The cfarm compile farm project

The cfarm compile farm maintains machines of various architectures and provides SSH access to free software developers, GCC and others (GPL, BSD, MIT, ...).

Once your account application is approved (see the Request an account page), you get full SSH access to all the farm machines, current and future.

For more information about usage, see the wiki page of the project.

Latest news


We are very happy to announce the immediate availability of two new RISC-V hosts: cfarm93 running upstream Debian, and cfarm94 running upstream Alpine Linux. Both hosts are StarFive VisionFive 2 boards, which is currently the RISC-V hardware with the best balance of upstream software support and performance.
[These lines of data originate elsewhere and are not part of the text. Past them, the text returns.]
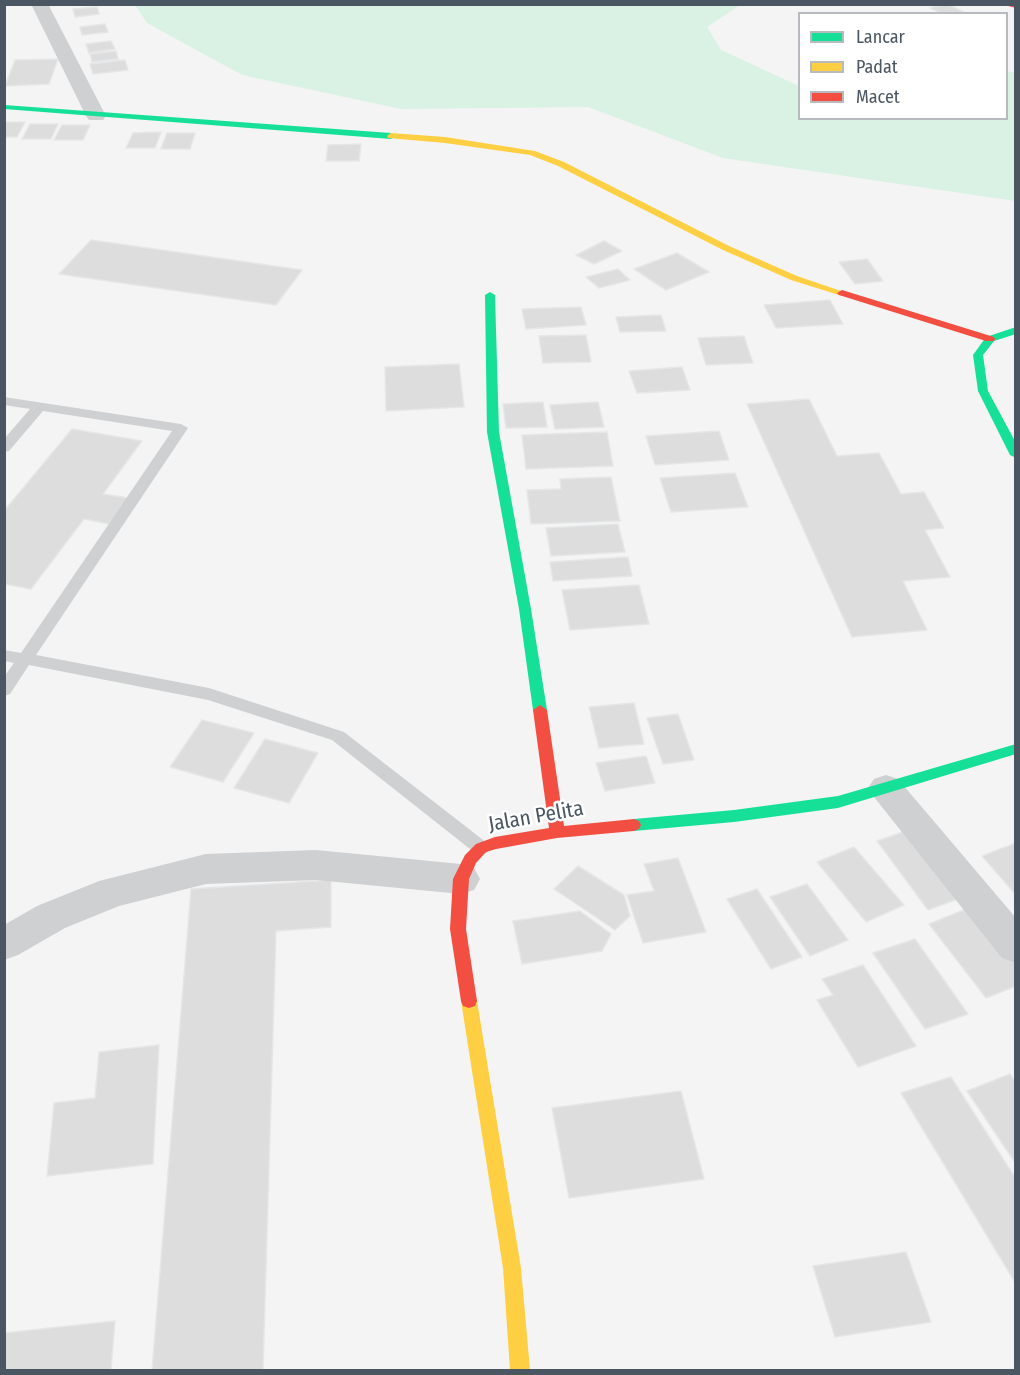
<!DOCTYPE html>
<html>
<head>
<meta charset="utf-8">
<style>
	body { margin:0 }
	#map { position:relative; width:1020px; height:1375px; overflow:hidden; background:#f4f4f4; font-family:"Fira Sans Condensed",sans-serif }
	canvas { display:block }
	.frame { position:absolute; inset:0; border:6px solid #4a5661; pointer-events:none }
	.legend { position:absolute; left:798px; top:12px; width:210px; height:108px; box-sizing:border-box; background:#fff; border:2px solid #b7bbc0; margin:0; padding:8px 10px; list-style:none; font-size:18px; color:#4a5661 }
	.legend li { display:flex; align-items:center; gap:12px; height:30px }
	.legend b { width:30px; border:2px solid #b7bbc0 }
</style>
</head>
<body>
<div id="map">
<canvas width="1020" height="1375"></canvas>
<div class="frame"></div>
<ul class="legend">
<li><b style="height:8px;background:#16e098"></b>Lancar</li>
<li><b style="height:8px;background:#ffcf43"></b>Padat</li>
<li><b style="height:8px;background:#f24e42"></b>Macet</li>
</ul>
</div>
<script>
const context = document.querySelector('canvas').getContext('2d');
context.lineJoin = 'round';
function paint(path, color) { context.fillStyle = color; context.fill(path, 'evenodd'); }
const toPath = rows => new Path2D(rows.map(r => 'M' + r).join(''));
function strokePath(path, color, width, dash) { context.strokeStyle = color; context.lineWidth = width; context.lineCap = dash ? 'butt' : 'round'; context.setLineDash(dash || []); context.stroke(path); }
function drawText(font, color, halo, rows, align = 'center') {
  context.font = font + ' "Fira Sans Condensed",sans-serif'; context.lineWidth = 5; context.setLineDash([]); context.textBaseline = 'middle'; context.strokeStyle = halo; context.fillStyle = color; for (const [text, x, y, turn = 0] of rows) {
    context.save(); context.translate(x, y); context.rotate((+turn || 0) * Math.PI / 180); context.textAlign = isNaN(turn) ? turn : align; if (halo) context.strokeText(text, 0, 0); context.fillText(text, 0, 0); context.restore();
  }
}
const green = toPath([
	[135,5,740,5,707,27,721,50,799,86,800,118,1006,118,1007,71,1015,73,1015,201,723,158,588,107,401,109,242,75,147,23]
]);
const building = toPath([
	[947,4,968,14,943,14,930,8,947,4],
	[97,7,99,14,75,17,73,9,97,7],
	[105,24,108,32,82,35,80,27,105,24],
	[111,41,115,49,89,53,86,44,111,41],
	[116,51,118,59,92,62,90,54,116,51],
	[58,59,49,84,5,86,15,60,58,59],
	[125,60,128,70,93,74,90,64,125,60],
	[4,122,25,122,17,137,4,137,4,122],
	[30,124,58,124,51,139,22,139,30,124],
	[62,125,90,125,83,140,54,140,62,125],
	[161,132,155,148,126,148,133,133,161,132],
	[167,133,195,133,190,149,161,149,167,133],
	[361,144,359,161,326,161,328,145,361,144],
	[91,240,302,270,276,305,59,274,91,240],
	[604,241,622,251,594,264,576,255,604,241],
	[677,253,709,272,666,290,634,269,677,253],
	[867,259,883,281,855,284,839,262,867,259],
	[618,269,630,280,599,288,586,277,618,269],
	[830,300,843,324,776,328,764,305,830,300],
	[581,307,586,325,526,329,522,309,581,307],
	[661,315,666,331,620,332,616,317,661,315],
	[586,335,591,362,543,363,539,336,586,335],
	[744,336,753,363,706,365,698,338,744,336],
	[459,364,464,407,386,411,385,367,459,364],
	[682,367,690,390,637,393,629,371,682,367],
	[809,399,837,456,879,453,901,494,924,492,944,528,925,530,950,577,903,581,927,630,852,637,747,404,809,399],
	[543,402,547,427,506,428,503,404,543,402],
	[598,402,604,427,555,429,550,405,598,402],
	[72,429,142,441,103,494,128,498,109,524,84,519,31,589,4,584,4,511,72,429],
	[719,431,729,460,655,465,646,436,719,431],
	[607,432,613,466,526,469,522,435,607,432],
	[735,473,748,507,671,512,660,478,735,473],
	[611,477,620,521,531,524,527,490,561,489,560,479,611,477],
	[618,524,625,552,551,556,546,528,618,524],
	[628,557,632,576,553,581,550,562,628,557],
	[639,585,649,624,570,630,562,590,639,585],
	[634,703,644,744,599,748,589,707,634,703],
	[678,714,694,760,663,764,647,718,678,714],
	[202,720,254,733,223,782,170,767,202,720],
	[265,739,318,753,289,803,234,788,265,739],
	[646,756,655,783,605,791,596,763,646,756],
	[920,826,974,893,928,910,877,841,920,826],
	[1016,843,1016,895,982,856,1016,843],
	[854,847,904,905,866,922,817,862,854,847],
	[678,858,706,932,643,943,627,895,654,891,644,864,678,858],
	[578,866,624,895,630,916,615,930,554,889,578,866],
	[331,880,331,927,276,931,263,1370,152,1370,191,889,331,880],
	[807,884,848,940,810,956,770,897,807,884],
	[757,889,802,957,771,969,727,899,757,889],
	[986,901,1016,938,1016,986,986,998,929,924,986,901],
	[580,911,611,934,602,951,522,964,513,921,580,911],
	[915,939,968,1014,925,1029,873,953,915,939],
	[863,965,916,1046,858,1067,817,1000,833,995,822,979,863,965],
	[159,1045,153,1164,47,1176,54,1103,95,1098,99,1052,159,1045],
	[1010,1074,1016,1083,1016,1164,967,1091,1010,1074],
	[951,1077,1016,1179,1016,1284,901,1093,951,1077],
	[681,1091,704,1179,569,1198,552,1108,681,1091],
	[906,1252,931,1322,835,1337,813,1266,906,1252],
	[115,1321,111,1370,4,1370,4,1333,115,1321]
]);
const lane = toPath([
	[4,397,181,424,188,428,36,655,209,688,344,732,487,843,490,848,487,853,481,855,475,853,332,740,208,700,29,665,10,694,4,696,4,677,14,663,4,661,4,650,21,653,172,431,43,411,9,451,4,452,4,439,30,409,4,405,4,397]
]);
const street = toPath([
	[31,4,48,4,106,116,103,120,89,120,86,116,31,4],
	[886,775,898,779,1016,918,1016,963,1002,958,874,797,868,788,874,779,886,775],
	[316,850,461,864,474,868,480,879,474,890,461,894,316,880,206,884,119,906,65,928,18,955,4,960,4,925,37,906,99,881,206,854,316,850]
]);
const fast = toPath([
	[4,105,391,133,395,136,391,139,4,109,4,105],
	[490,292,495,295,499,432,531,609,547,710,540,715,533,710,519,609,487,432,485,295,490,292],
	[1016,327,1016,334,994,341,983,355,988,391,1016,443,1016,458,1010,455,978,391,973,355,986,337,1016,327],
	[1016,744,1016,754,838,808,734,822,634,831,629,829,627,825,629,821,634,819,734,810,838,796,1016,744]
]);
const slow = toPath([
	[391,133,445,137,535,151,564,162,729,246,797,276,847,293,842,296,791,280,723,250,558,166,530,155,445,143,388,138,387,136,391,133],
	[469,994,475,996,477,1001,521,1268,530,1370,510,1370,503,1268,461,1001,463,996,469,994]
]);
const jam = toPath([
	[1008,4,1016,4,1016,8,1008,6,1008,4],
	[842,290,994,337,995,339,994,341,986,341,839,295,837,293,842,290],
	[540,705,547,710,564,826,634,819,639,821,641,825,639,829,634,831,557,838,496,849,486,852,476,863,469,879,466,929,477,1001,475,1006,469,1008,463,1006,461,1001,450,929,453,879,465,855,476,844,495,837,549,828,533,710,540,705]
]);
const streetNames = [
	["Jalan Pelita",536,817,-10]
];
paint(green, '#d9f2e3');
paint(building, '#ddddde');
strokePath(building, '#e5e6e7', 1.5);
paint(lane, '#ced0d2');
paint(street, '#ced0d2');
paint(fast, '#16e098');
paint(slow, '#ffcf43');
paint(jam, '#f24e42');
drawText('21px', '#4a5661', '#fff', streetNames);
</script>
</body>
</html>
We use a fully upstream version of u-boot as well as a near-upstream Linux kernel: the only addition to the upstream kernel are PCIe patches that are pending upstream integration, so that we can use a NVMe drive on the boards.

The hardware was sponsored by RISC-V International, while NVMe drives and hosting are provided by tetaneutral.net. Many thanks to both organizations for their support.

The farm already provides experimental RISC-V hosts since July 2022: cfarm91 (VisionFive 1) and cfarm92 (HiFive Unmatched). However, they clearly provide much less performance than the new boards, and their hardware is no longer produced. We will keep these old hosts online on a best-effort basis while the hardware is working, but without much expectations (e.g. without OS upgrades).

We are pleased to announce the availability of two new machines, cfarm215 and cfarm216. They run the latest Solaris 11.4 SRU (Support Repository Update). cfarm215 is a kernel zone hosted on a Dell R740 system with an Intel Xeon CPU, while cfarm216 is a LDOM hosted on an Oracle SPARC T8-1 with a SPARC M8 CPU.

Basic development packages are installed from the Solaris support repository. More packages can be installed on request.

Thanks to the Center for Biotechnology (CeBiTec) at Bielefeld University in Germany for setting up and hosting these machines. The R740 is a donation from de.NBI Cloud Bielefeld, while the T8-1 is a permanent loan from Oracle Corporation.

We have added three new x86_64 virtual machines based on a dual AMD EPYC 7773X system with plenty of CPU cores. Each VM has 128 logical cores + 64 GB of memory and runs a different OS:

cfarm420 runs Arch Linux

cfarm421 runs Debian 13 trixie

cfarm422 runs Debian 12 bookworm

This addition to the farm should provide good build times for highly parallel workloads, and will provide low latency for users in Asia.

The virtual machines are located in Tokyo, Japan. Thanks to Jing Luo for providing the hardware, hosting and support!